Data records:
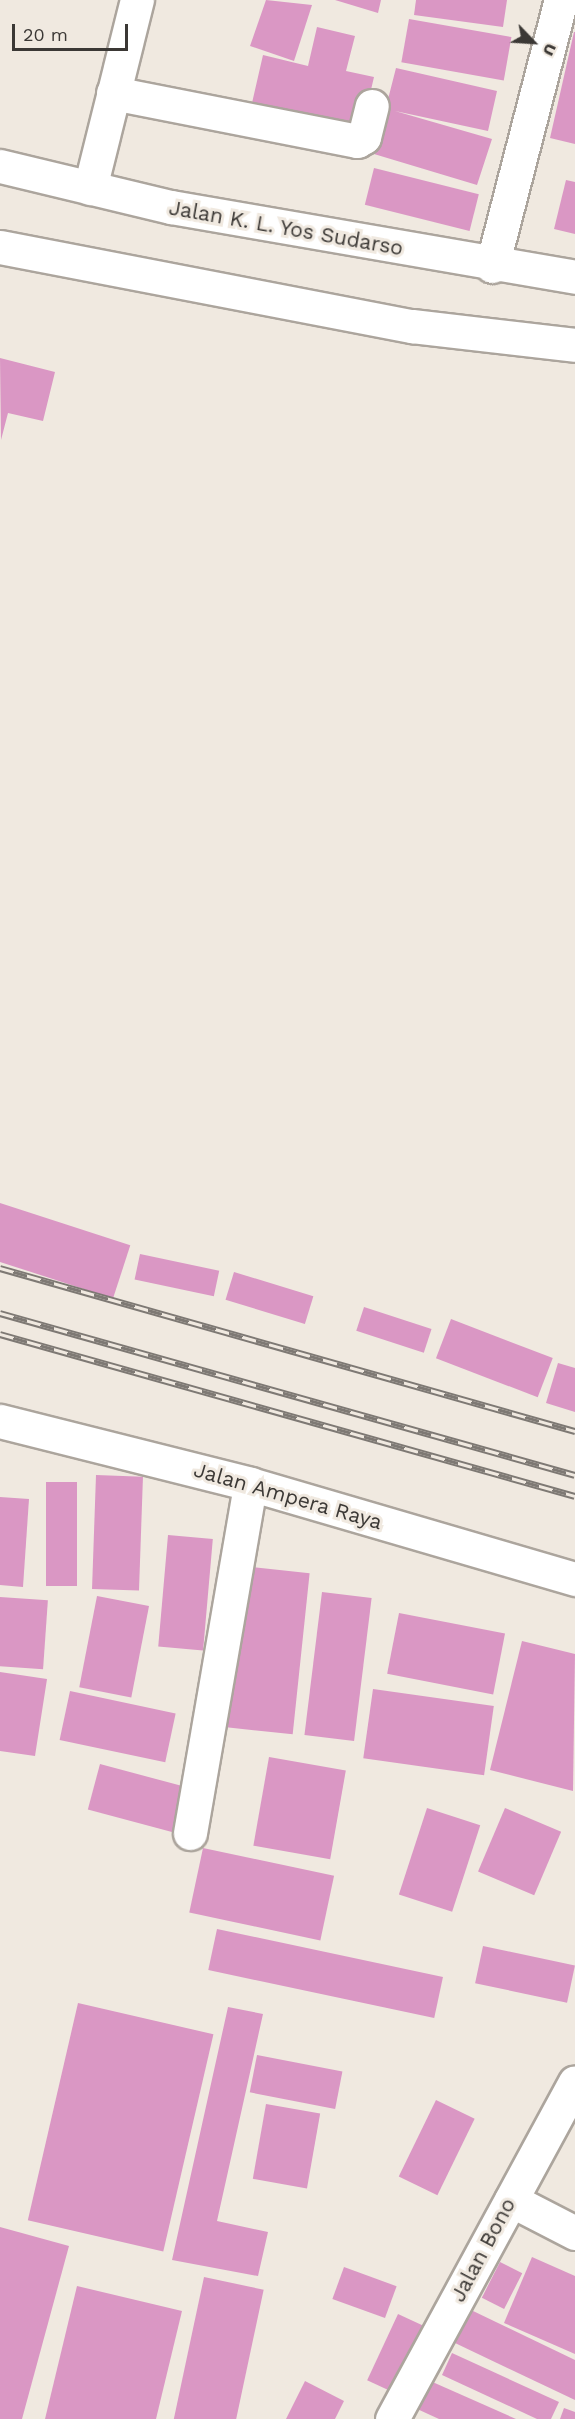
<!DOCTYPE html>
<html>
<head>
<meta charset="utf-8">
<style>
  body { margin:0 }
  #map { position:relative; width:575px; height:2419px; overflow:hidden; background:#f0e9e0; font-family:"Work Sans",sans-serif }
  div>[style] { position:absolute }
  .building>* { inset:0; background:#da97c4; transform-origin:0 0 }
  .roads { filter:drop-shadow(2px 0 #aca59d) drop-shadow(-2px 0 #aca59d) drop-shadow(0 2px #aca59d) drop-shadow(0 -2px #aca59d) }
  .minor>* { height:33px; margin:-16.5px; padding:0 16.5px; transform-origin:16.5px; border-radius:16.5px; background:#fff }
  .major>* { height:33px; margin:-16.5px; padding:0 16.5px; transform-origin:16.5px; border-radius:16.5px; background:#fff }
  .rail>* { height:7px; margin-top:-3.5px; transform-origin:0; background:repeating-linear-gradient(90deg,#f0e9e0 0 14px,#7e7974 0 28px); box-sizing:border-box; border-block:2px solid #7e7974 }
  span { translate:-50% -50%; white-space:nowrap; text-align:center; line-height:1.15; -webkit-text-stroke:6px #f0e9e0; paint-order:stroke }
  .street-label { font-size:21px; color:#3b3835 }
  .north { position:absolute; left:503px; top:12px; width:60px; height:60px; -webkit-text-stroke:4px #f0e9e0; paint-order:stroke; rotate:115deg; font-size:16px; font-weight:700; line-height:24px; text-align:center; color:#3b3835 }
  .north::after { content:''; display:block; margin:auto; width:21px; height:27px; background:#3b3835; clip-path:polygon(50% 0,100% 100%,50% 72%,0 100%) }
  .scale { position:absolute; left:12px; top:24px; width:116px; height:27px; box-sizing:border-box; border:3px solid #3b3835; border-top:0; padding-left:8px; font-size:18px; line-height:21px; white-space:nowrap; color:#3b3835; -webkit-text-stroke:4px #f0e9e0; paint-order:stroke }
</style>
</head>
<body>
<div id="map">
  <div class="building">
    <i style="clip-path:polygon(266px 0,312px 5px,294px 61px,250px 46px)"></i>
    <i style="clip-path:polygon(335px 0,381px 0,378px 13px)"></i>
    <i style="clip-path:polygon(416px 0,507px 0,503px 27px,414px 15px)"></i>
    <i style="left:409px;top:19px;width:104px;height:44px;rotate:10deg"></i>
    <i style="clip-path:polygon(317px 27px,355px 36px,346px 71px,374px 77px,362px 128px,252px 103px,263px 55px,308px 66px)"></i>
    <i style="clip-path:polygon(574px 32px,575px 32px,575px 144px,550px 138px)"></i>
    <i style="clip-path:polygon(396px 68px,497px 91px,488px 131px,395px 111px,492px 139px,477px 185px,374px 154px)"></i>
    <i style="left:374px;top:168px;width:108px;height:38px;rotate:14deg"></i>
    <i style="clip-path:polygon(566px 180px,575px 182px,575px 234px,554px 229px)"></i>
    <i style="clip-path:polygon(0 358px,55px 372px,43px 421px,8px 413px,1px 440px)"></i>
    <i style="left:0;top:1203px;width:137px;height:56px;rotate:18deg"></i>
    <i style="left:140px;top:1254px;width:81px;height:26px;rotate:12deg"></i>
    <i style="left:234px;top:1272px;width:83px;height:29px;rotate:17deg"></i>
    <i style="left:364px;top:1307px;width:71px;height:25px;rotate:18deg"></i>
    <i style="left:451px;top:1319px;width:109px;height:42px;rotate:21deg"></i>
    <i style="clip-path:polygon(558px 1363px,575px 1368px,575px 1412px,546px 1403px)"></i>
    <i style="left:96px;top:1475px;width:47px;height:114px;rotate:2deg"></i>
    <i style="left:46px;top:1482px;width:31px;height:104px"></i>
    <i style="clip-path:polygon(0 1497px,29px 1499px,23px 1587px,0 1585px)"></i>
    <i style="left:168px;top:1535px;width:45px;height:112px;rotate:5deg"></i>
    <i style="left:241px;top:1566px;width:69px;height:162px;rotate:6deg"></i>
    <i style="left:322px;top:1592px;width:50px;height:144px;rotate:7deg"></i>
    <i style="left:97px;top:1596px;width:53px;height:93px;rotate:11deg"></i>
    <i style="left:0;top:1597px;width:48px;height:69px;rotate:4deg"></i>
    <i style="left:399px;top:1613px;width:108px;height:62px;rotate:11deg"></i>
    <i style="clip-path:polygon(522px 1641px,575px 1654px,573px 1791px,490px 1770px)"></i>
    <i style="clip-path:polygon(0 1672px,47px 1679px,35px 1756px,0 1751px)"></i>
    <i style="left:373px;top:1689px;width:122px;height:70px;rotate:8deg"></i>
    <i style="left:70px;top:1691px;width:108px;height:50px;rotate:12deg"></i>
    <i style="left:269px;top:1757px;width:78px;height:90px;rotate:10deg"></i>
    <i style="left:100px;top:1764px;width:90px;height:47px;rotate:15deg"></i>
    <i style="left:427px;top:1808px;width:56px;height:91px;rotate:18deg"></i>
    <i style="left:505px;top:1808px;width:61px;height:69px;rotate:23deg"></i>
    <i style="left:203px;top:1848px;width:134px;height:66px;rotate:12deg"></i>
    <i style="left:217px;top:1929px;width:231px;height:42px;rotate:12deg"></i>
    <i style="left:483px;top:1946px;width:94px;height:38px;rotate:12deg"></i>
    <i style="left:78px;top:2003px;width:139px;height:223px;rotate:13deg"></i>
    <i style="clip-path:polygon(228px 2007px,263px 2014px,217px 2221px,268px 2232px,258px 2276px,172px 2260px)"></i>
    <i style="left:257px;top:2055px;width:87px;height:38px;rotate:11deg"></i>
    <i style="left:436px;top:2100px;width:43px;height:85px;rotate:26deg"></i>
    <i style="left:266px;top:2104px;width:55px;height:76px;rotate:10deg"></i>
    <i style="clip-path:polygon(0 2227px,69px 2246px,22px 2419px,0 2419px)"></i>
    <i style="clip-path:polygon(532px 2257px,575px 2276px,575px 2354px,504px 2323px)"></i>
    <i style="left:500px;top:2262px;width:25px;height:40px;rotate:27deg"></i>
    <i style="left:344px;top:2267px;width:56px;height:34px;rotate:20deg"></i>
    <i style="left:204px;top:2277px;width:61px;height:146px;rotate:12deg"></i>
    <i style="clip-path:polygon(77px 2286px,182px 2311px,156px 2419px,45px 2419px)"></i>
    <i style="clip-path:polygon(471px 2310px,575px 2360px,575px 2400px,455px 2343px)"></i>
    <i style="left:398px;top:2314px;width:31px;height:73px;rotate:25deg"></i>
    <i style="clip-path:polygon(452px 2353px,559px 2402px,551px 2419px,537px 2419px,442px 2375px)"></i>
    <i style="clip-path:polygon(428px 2380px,516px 2419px,439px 2419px,415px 2408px)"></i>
    <i style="clip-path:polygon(305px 2381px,344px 2401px,335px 2419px,286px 2419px)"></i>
    <i style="clip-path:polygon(564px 2408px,575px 2412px,575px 2419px,560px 2419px)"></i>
  </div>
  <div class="roads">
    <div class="minor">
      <i style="left:113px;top:93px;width:249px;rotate:11.1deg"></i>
      <i style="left:357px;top:141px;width:8px;rotate:-30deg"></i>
      <i style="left:364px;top:137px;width:32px;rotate:-76deg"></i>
      <i style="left:90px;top:188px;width:194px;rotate:-76deg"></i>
      <i style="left:492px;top:266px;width:275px;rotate:-75.5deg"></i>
      <i style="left:0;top:1421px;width:258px;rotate:14.1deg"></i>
      <i style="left:250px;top:1484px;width:339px;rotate:16.3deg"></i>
      <i style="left:190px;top:1833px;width:354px;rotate:-80.2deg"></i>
      <i style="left:511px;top:2200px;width:72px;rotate:27.3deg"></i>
      <i style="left:392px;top:2419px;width:383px;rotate:-61.5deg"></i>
    </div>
    <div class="major">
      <i style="left:0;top:166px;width:176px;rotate:13.5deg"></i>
      <i style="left:171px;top:207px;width:410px;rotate:9.8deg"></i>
      <i style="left:0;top:247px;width:420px;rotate:10.9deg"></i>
      <i style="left:412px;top:326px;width:164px;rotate:6.6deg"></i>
    </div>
  </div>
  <div class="rail">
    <i style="left:0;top:1268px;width:598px;rotate:15.83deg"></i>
    <i style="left:0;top:1313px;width:597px;rotate:15.73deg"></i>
    <i style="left:0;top:1334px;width:597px;rotate:15.73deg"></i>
  </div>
  <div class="street-label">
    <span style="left:286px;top:228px;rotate:10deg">Jalan K. L. Yos Sudarso</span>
    <span style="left:288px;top:1496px;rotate:16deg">Jalan Ampera Raya</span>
    <span style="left:483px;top:2250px;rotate:-62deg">Jalan Bono</span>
  </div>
  <div class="north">U</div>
  <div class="scale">20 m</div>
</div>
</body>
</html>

WORK REQUIRED:
Nothing but an exact copy is asked for: the lines from the start of the records through the line with "filter:drop-shadow(2px 0 #aca59d)", both ends included, minus any pictures.

OUTPUT BELOW:
<!DOCTYPE html>
<html>
<head>
<meta charset="utf-8">
<style>
  body { margin:0 }
  #map { position:relative; width:575px; height:2419px; overflow:hidden; background:#f0e9e0; font-family:"Work Sans",sans-serif }
  div>[style] { position:absolute }
  .building>* { inset:0; background:#da97c4; transform-origin:0 0 }
  .roads { filter:drop-shadow(2px 0 #aca59d) drop-shadow(-2px 0 #aca59d) drop-shadow(0 2px #aca59d) drop-shadow(0 -2px #aca59d) }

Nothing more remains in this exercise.